Sanki derimin altında küçük yıldız ışığı doğdu. Kalbimin tam ortasında yükseldi ve damarlarımda dolaştı.
Bir anda gözlerimin önünde bir parıltı oluştu. Büyülenmiş gibiydim. Tenim ışıldıyor, o tanıdık sıcaklık tüm bedenime yayılıyordu.
Kendimi, çocukken kurduğum bir masalın içinden çıkmış gibi hissettim. Sanki bu masal bedenime işlenmişti.
Saçlarım, yıldızlar tarafından şekilleniyordu adeta. Elbiseme dokunduğumda ise kumaşı değişmişti.
Eskisi gibi yıldız işlemeli değildi artık. Daha hafifti, ama güçlüydü. Parlıyordu… ama zarifti.
Göğsümün tam ortasında parlayan bir yıldız işareti belirdi. Sıcak ve yumuşak bir hisle ışıldıyordu.
Başımın üstünde bir taç belirdi. Ağır gibi görünüyordu ama hafifti. Dokunduğumda havada süzüldü ve başıma yerleşti.
Sanki en başından beri benim için yapılmış gibiydi.
Etrafıma baktım. Masal halkı bana hayranlıkla bakıyordu.
Kendimi aynada göremesem de onların gözlerindeki yansıma bana her şeyi anlatmıştı.
Değişmiştim.
Ama hâlâ kendimdim.
Artık kimsenin yazdığı kurallara boyun eğmeyeceğim.
Bu masalı güzel yapan, bendim.
Ayaklarımı yere bastığımda babam bana gülümserken annem ise tepkisiz kalmıştı.

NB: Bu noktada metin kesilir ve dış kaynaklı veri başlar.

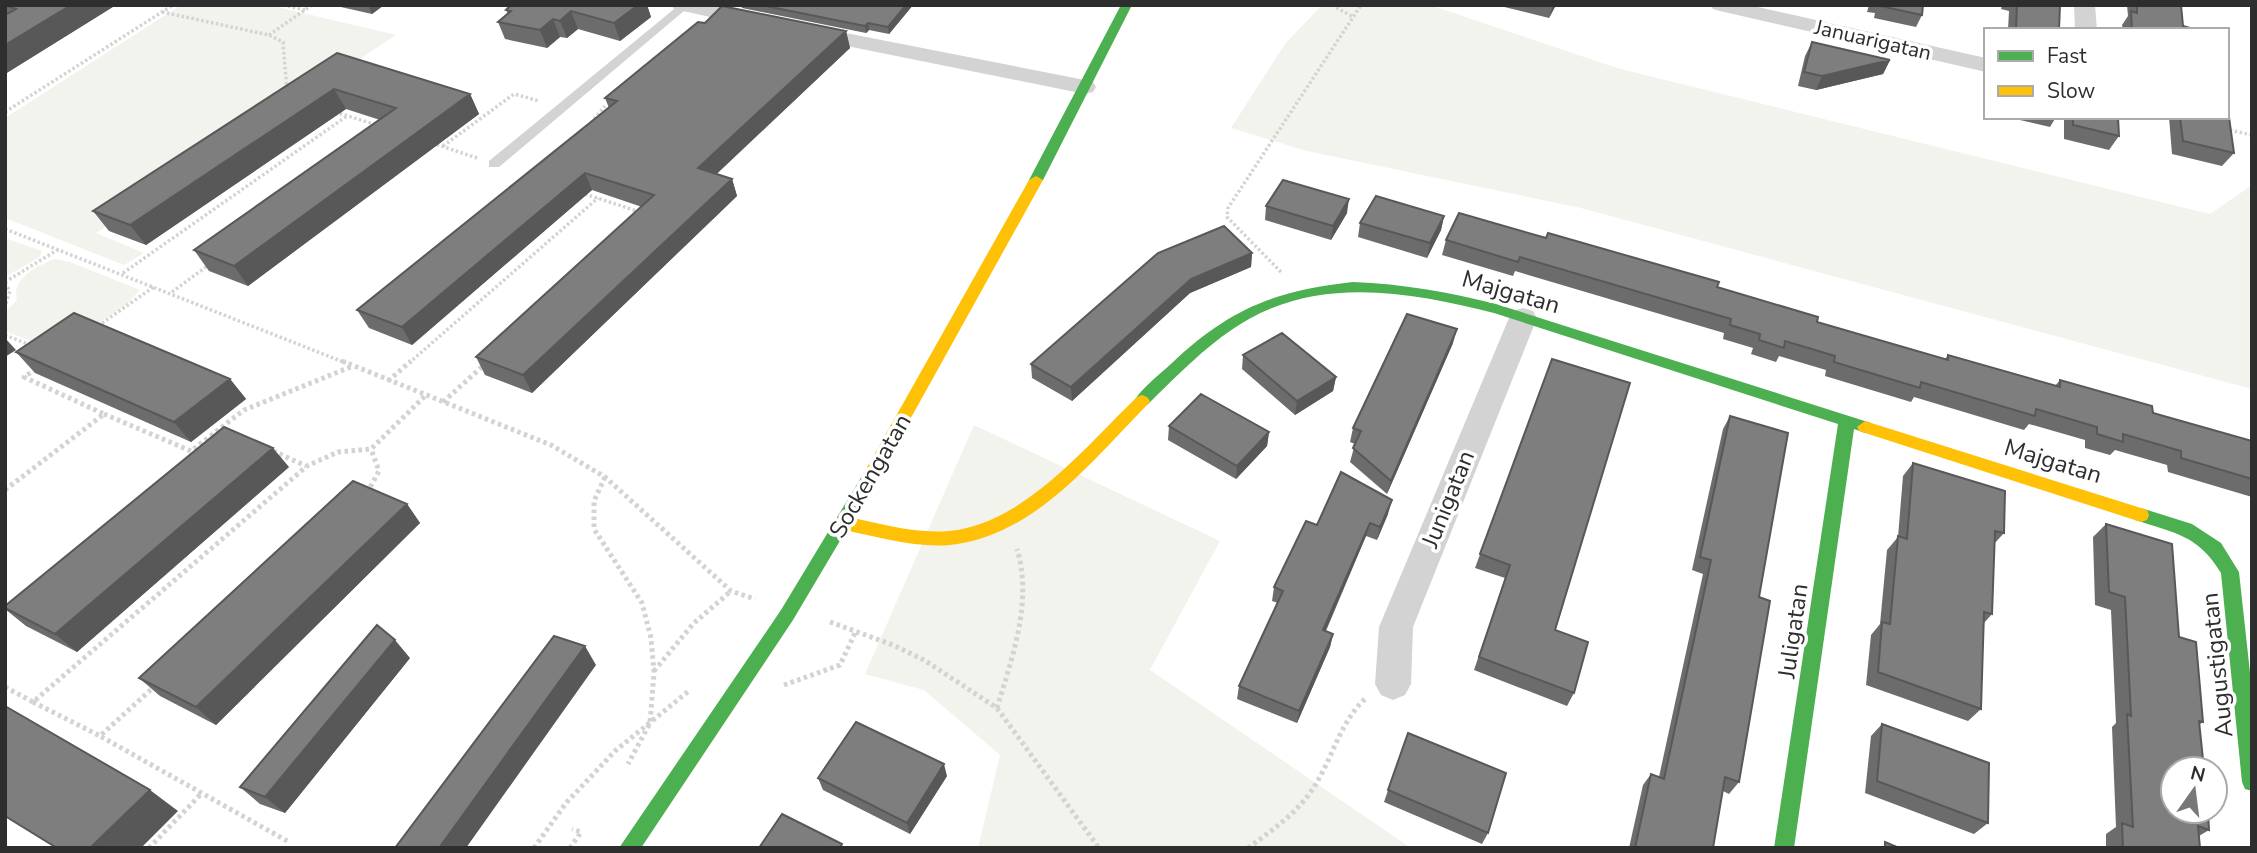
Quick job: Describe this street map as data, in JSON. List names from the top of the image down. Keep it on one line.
{"streets":{"street":["Januarigatan","Majgatan","Sockengatan","Junigatan","Juligatan","Augustigatan"]},"crossings":[["Majgatan","Sockengatan"],["Majgatan","Junigatan"],["Majgatan","Juligatan"],["Majgatan","Augustigatan"]],"legend":["Fast","Slow"],"north":"top"}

“ Melodi, yıldız prensesim sen tam bir yıldız gibi parladın.”
Yuno’ya sarıldım. “ Kendi masalımızın mutlu sonunu yazalım prensim.”
🍎
Bir kaç saat sonra
Artık kendim olmuştum. Ama bana verilen yetki, hâlâ bende duruyordu.
Annem beni müdürün odasına çağırmıştı. Yuno ile birlikte geldik, ama içeriye sadece ben girdim.

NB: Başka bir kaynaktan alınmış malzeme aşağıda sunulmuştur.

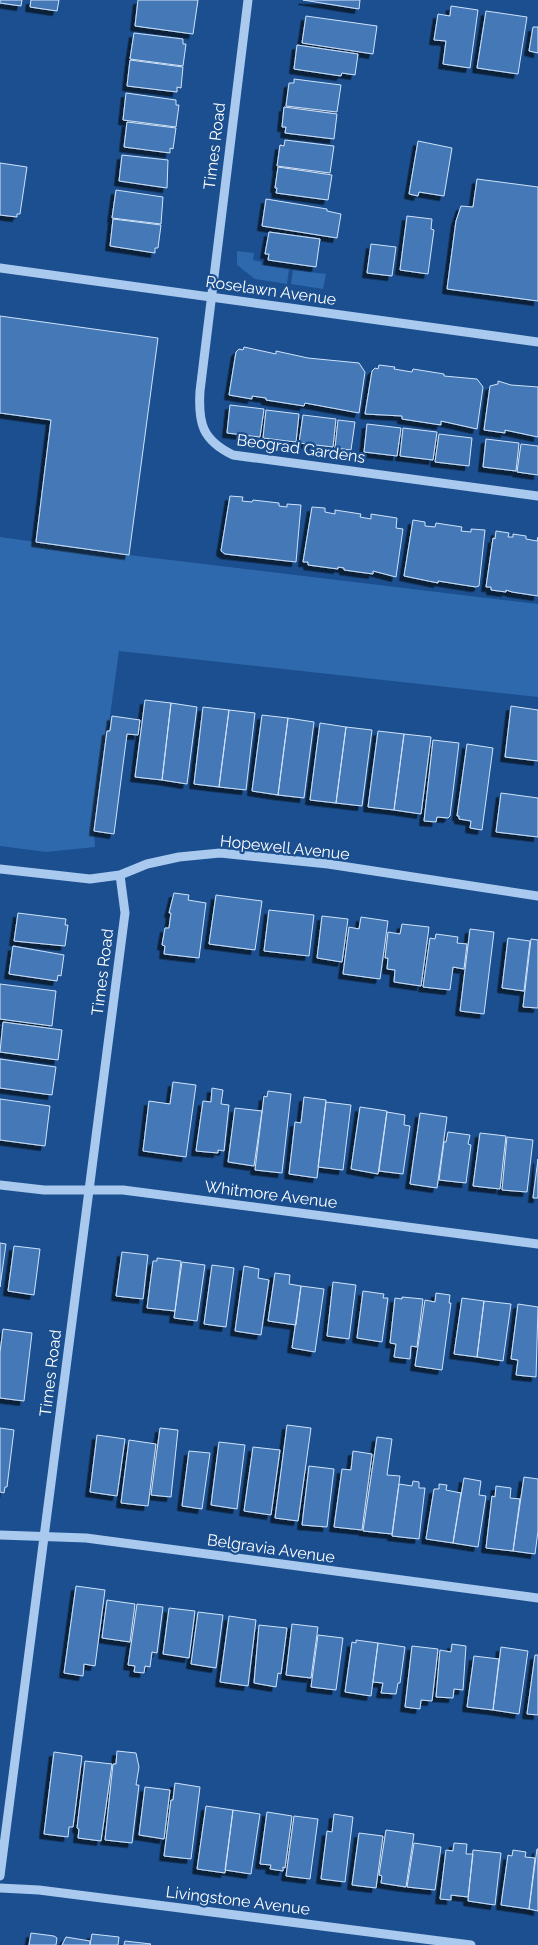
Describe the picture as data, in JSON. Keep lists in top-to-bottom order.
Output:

Kapıyı açtığımda annem, kollarını göğsünde bağlamış şekilde beni bekliyordu. Babam ise gülümseyerek bana bakıyordu.
Ama asıl sürpriz, Erza’nın ailesinin de orada olmasıydı.
Erza bana yine o masum gözleriyle bakıyordu... zavallıca.

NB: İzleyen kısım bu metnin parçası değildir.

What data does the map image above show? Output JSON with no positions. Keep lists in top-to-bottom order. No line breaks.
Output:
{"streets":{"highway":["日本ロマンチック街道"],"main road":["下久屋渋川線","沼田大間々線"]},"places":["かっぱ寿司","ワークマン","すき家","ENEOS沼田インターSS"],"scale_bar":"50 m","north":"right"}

“Neden çağırdınız beni, Müdür Grim?” dedim, sesi boğazımda biraz sert çıktı.
“Sen artık Apple değilsin. Elma Masalı’nı bitirdin. Yeni masal—”
“Üzgünüm ama bana ne istediğimi hiç kimse sormadı. Sadece babam… Ben elma yemekten yorulmuş biriyim. Elma Masalı’na ait değilim. Pamuk Prenses olmak istemiyorum. Sizin istediğiniz kişi olamam. Yıldızlarla daha uyumluyum. Elmaları sevmiyorum.”
Gözlerimi anneme çevirdim.
“Kimin beni sevip sevmeyeceğine siz karar veremezsiniz. Sen ailene karşı çıktıysan, ben neden size karşı çıkmayayım ?Yuno artık benim masalımın kötü kahramanı değil. Çünkü Yıldız Masalı’nda kötü kalpli prens yok.”
Annem başını ellerine bastırdı, biraz hüzünle.
“Tamam, kızım… yeni masalının kilidi açıldı. Müdür Grim, ders programını hazırlayın.”
Müdür Grim önceden hazırlanmış ders planını bana uzattı.
Ardından annem, Erza’ya döndü:
“Erza, üzgünüm oğlum. Nişan artık geçersiz. Masallar arası anlaşma yapabiliriz… ama artık kızımla görüşemezsin.”
Erza kekeleyerek bir şey söylemeye çalıştı:
“Ama… Kraliçe Pamuk Teyze, ben…”
Ben ise kararlıydım.
“Ben seni sevmiyorum,” dedim. Sonra izin isteyip kapıdan çıktım.
Şu an artık yeni bir masala adım attığımı içimde net bir şekilde hissettim.